_EXERCISE AIM_
Below is some data. Retype exactly the lines starting at the one with "M1289,73L1337,157L1552,579" and ending at the one with "M263,138L289,122".

▼

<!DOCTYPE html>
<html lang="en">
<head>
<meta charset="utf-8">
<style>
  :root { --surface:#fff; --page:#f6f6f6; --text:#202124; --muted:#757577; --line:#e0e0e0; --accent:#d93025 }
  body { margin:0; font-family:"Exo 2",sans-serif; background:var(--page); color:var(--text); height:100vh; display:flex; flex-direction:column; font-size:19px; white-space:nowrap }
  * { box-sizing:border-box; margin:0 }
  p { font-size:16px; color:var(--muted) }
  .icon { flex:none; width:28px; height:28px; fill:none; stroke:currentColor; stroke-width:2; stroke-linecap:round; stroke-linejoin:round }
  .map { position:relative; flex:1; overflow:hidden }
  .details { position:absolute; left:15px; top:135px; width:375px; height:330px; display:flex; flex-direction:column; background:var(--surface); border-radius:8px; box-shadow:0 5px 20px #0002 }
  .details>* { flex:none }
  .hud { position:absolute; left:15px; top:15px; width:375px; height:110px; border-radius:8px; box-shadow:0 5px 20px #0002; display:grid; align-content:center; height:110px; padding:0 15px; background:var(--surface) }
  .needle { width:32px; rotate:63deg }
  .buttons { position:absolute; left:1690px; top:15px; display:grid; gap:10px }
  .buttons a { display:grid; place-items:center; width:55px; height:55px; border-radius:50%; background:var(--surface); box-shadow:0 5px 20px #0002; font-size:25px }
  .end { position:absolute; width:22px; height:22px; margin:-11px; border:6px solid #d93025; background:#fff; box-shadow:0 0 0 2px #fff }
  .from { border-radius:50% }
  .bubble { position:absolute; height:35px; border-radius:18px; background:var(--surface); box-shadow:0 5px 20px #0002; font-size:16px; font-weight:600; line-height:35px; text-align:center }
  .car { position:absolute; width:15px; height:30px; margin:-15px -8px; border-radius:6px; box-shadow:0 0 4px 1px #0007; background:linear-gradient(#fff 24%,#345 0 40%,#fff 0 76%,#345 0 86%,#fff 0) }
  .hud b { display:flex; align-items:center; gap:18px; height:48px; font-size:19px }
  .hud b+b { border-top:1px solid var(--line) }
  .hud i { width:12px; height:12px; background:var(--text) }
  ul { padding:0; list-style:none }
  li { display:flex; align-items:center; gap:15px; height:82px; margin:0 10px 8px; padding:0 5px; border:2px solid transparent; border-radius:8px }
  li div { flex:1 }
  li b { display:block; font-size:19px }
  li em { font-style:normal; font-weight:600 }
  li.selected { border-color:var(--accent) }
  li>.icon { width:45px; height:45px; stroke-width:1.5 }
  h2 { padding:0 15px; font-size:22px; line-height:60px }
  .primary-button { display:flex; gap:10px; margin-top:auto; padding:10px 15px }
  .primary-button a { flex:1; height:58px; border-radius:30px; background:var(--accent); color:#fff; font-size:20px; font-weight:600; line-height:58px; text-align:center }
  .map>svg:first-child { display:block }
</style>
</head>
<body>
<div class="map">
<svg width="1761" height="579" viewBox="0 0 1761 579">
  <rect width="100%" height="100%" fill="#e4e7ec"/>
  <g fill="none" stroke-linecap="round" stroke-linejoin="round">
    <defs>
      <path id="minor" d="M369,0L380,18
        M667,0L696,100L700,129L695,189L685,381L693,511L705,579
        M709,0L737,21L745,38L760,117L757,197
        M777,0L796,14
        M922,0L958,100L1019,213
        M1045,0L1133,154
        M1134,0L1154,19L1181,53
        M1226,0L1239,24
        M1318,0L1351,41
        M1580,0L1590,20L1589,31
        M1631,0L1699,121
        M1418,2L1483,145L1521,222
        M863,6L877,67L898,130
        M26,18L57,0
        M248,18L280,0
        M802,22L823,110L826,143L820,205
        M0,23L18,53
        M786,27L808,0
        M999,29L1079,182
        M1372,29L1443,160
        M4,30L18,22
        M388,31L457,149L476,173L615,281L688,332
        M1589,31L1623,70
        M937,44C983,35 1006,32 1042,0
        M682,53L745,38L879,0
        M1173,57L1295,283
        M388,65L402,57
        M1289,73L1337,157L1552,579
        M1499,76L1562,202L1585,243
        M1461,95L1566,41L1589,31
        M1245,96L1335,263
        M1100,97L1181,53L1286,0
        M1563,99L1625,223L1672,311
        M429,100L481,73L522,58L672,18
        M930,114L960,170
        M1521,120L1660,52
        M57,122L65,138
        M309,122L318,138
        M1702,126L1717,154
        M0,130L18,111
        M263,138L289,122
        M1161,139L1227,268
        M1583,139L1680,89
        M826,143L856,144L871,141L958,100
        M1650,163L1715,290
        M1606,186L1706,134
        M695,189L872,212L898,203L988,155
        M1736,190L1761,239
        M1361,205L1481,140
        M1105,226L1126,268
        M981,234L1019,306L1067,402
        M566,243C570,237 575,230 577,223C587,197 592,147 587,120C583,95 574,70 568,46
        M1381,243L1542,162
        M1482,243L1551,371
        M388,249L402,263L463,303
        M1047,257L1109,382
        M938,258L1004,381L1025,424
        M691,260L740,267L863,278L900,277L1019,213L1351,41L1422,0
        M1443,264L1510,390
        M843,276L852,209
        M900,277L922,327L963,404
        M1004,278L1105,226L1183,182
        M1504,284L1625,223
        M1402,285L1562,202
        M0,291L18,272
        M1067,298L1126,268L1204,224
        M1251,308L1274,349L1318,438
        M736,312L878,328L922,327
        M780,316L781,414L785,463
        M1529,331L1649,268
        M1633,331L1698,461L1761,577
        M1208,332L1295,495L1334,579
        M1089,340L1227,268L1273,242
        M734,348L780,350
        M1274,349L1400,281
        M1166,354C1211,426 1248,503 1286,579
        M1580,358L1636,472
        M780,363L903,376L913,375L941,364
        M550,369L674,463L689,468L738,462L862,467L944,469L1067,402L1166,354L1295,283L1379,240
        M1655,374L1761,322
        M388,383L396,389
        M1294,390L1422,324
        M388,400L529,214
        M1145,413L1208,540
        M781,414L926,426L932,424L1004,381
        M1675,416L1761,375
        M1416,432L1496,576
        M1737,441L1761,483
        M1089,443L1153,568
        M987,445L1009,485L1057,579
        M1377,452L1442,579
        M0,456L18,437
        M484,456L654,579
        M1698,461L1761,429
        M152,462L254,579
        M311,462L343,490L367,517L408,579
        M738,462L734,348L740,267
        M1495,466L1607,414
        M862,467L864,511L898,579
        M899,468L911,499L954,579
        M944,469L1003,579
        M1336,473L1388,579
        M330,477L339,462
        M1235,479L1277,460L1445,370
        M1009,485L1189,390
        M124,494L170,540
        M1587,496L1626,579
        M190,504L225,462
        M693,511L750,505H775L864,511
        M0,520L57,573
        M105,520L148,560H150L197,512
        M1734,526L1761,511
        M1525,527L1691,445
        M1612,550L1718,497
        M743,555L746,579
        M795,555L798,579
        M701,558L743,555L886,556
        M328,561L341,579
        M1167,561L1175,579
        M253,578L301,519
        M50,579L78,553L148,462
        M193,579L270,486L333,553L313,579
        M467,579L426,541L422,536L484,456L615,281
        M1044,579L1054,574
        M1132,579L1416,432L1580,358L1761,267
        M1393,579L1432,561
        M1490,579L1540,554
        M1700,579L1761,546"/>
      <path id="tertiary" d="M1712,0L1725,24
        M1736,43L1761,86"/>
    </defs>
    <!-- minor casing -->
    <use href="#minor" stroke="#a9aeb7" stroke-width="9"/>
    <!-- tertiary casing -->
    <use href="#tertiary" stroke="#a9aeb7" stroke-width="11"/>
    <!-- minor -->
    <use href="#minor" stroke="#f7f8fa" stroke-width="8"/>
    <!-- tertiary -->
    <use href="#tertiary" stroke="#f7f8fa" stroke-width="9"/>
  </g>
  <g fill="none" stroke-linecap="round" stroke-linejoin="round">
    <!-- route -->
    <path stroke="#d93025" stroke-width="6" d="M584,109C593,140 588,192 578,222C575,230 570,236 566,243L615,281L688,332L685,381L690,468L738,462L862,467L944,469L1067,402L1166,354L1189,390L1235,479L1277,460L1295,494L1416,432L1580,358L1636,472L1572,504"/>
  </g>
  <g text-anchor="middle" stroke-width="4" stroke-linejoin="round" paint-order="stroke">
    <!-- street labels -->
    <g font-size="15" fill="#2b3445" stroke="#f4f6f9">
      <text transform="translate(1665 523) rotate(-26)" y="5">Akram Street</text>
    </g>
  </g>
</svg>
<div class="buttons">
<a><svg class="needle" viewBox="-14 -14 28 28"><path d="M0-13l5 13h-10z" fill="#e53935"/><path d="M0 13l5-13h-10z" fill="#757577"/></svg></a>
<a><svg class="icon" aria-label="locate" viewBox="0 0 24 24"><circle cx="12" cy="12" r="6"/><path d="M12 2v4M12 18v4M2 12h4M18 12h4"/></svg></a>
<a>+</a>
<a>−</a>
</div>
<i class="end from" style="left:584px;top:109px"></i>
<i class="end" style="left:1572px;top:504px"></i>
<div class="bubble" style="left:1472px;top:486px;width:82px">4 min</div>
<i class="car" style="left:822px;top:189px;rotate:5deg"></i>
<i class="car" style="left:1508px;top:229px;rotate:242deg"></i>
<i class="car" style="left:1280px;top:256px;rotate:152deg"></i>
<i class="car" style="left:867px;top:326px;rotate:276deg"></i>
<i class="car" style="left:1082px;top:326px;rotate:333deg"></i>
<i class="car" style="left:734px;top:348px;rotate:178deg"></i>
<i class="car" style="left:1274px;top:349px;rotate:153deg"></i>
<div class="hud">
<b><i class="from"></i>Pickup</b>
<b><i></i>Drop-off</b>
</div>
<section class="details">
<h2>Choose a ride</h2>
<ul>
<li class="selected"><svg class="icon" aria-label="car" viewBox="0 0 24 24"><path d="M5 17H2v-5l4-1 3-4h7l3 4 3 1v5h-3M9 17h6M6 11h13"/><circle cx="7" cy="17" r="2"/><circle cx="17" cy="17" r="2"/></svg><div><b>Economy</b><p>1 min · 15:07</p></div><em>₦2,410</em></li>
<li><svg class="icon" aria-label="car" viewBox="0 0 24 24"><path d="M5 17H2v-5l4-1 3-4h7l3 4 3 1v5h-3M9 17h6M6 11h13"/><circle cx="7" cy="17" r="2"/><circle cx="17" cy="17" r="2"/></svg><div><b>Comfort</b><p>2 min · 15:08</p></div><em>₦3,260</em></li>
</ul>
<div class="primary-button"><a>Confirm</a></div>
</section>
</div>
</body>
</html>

▲

_TASK OUTPUT_
        M1289,73L1337,157L1552,579
        M1499,76L1562,202L1585,243
        M1461,95L1566,41L1589,31
        M1245,96L1335,263
        M1100,97L1181,53L1286,0
        M1563,99L1625,223L1672,311
        M429,100L481,73L522,58L672,18
        M930,114L960,170
        M1521,120L1660,52
        M57,122L65,138
        M309,122L318,138
        M1702,126L1717,154
        M0,130L18,111
        M263,138L289,122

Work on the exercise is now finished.